Linda Hutcheon, in A Theory of Adaptation expands and gives examples of how adaptations are created throughout different time periods. In Chapter 5 of her text she asks the questions Where and When? Within the chapter she investigates how the historical contexts of the adaptations affect the changes made from generation to generation. “An adaptation, like the work it adapts, is always framed in a context— a time and a place, a society and a culture” (142). Hutcheon states that adaptations are based on the culture of the time period which is very much reflected in Beauty and the Beast.

Beauty and the Beast has had many adaptations over several centuries including two authors Satu Apo and David Hackston who briefly touch upon the origins of Beauty and the Beast in their journal that studies the transition between oral and literary fairy tales. Tracing this tale to its origins is a very difficult thing to do as it is believed that the first fairy tales were told orally and then translated to literary tales (24). Satu and Apo specifically were looking at fairytales within Finnish culture, which goes to show how widespread the fairytale of Beauty and the Beast is over the world.
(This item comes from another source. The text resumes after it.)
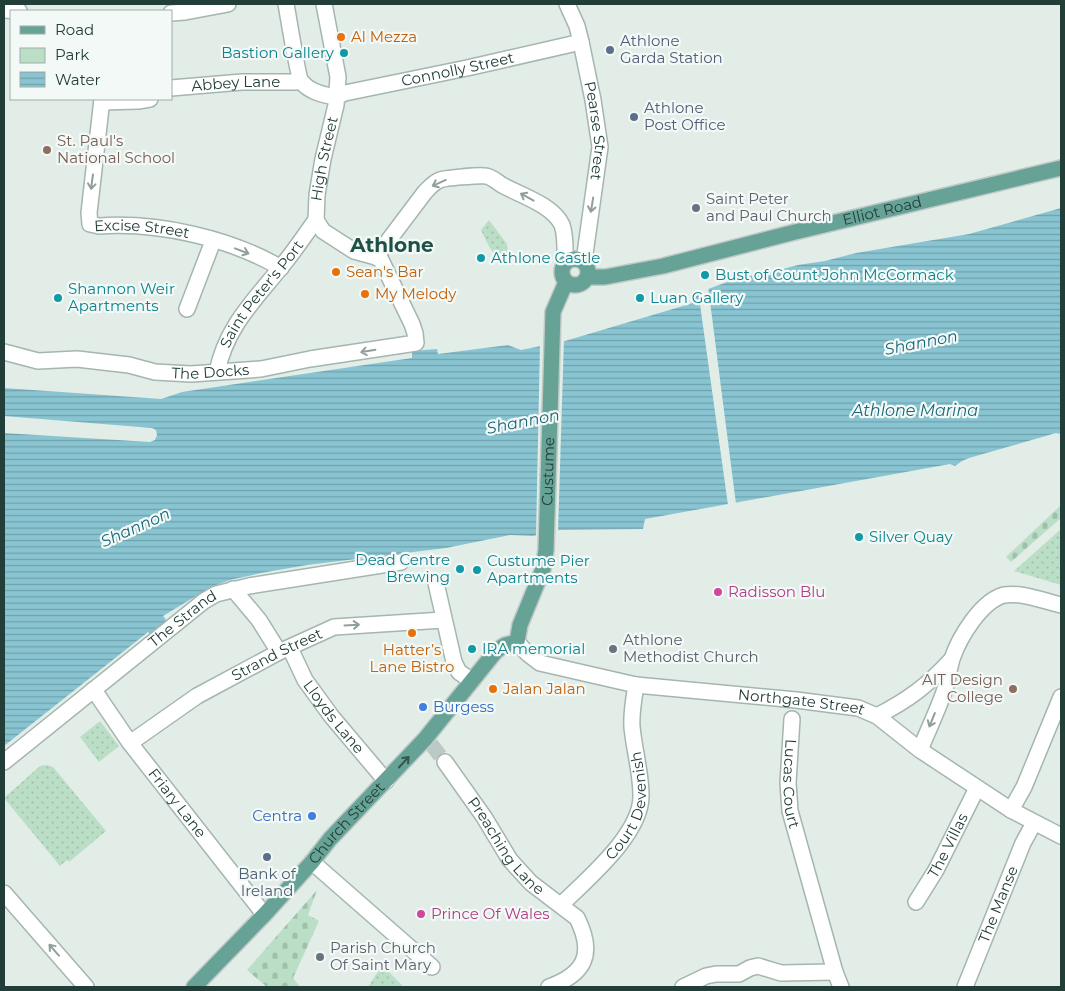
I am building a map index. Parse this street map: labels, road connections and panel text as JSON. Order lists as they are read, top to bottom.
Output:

It is possible that this tale is known around the world because it is said to have had its’ beginnings embedded in folklore. Allison Craven provides a summary of Cupid and Psyche in her writing, that includes many noticeable similarities and themes to the tale now known as Beauty and the Beast. It is believed that the story of Beauty and the Beast descended from the Greco-Roman myth Cupid and Psyche (126). The first literary versions were published around the same time. La Belle ete la Bete by Gabrielle-Suzanne Barbot de Villeneuve was published in 1740. Jean Marie LePrince de Beaumont’s Beauty and the Beast was published in 1756 in Magasin des Enfants. Both stories essentially told almost the same tale, with minor changes that reflect the author's beliefs on a woman’s role in society within the time period.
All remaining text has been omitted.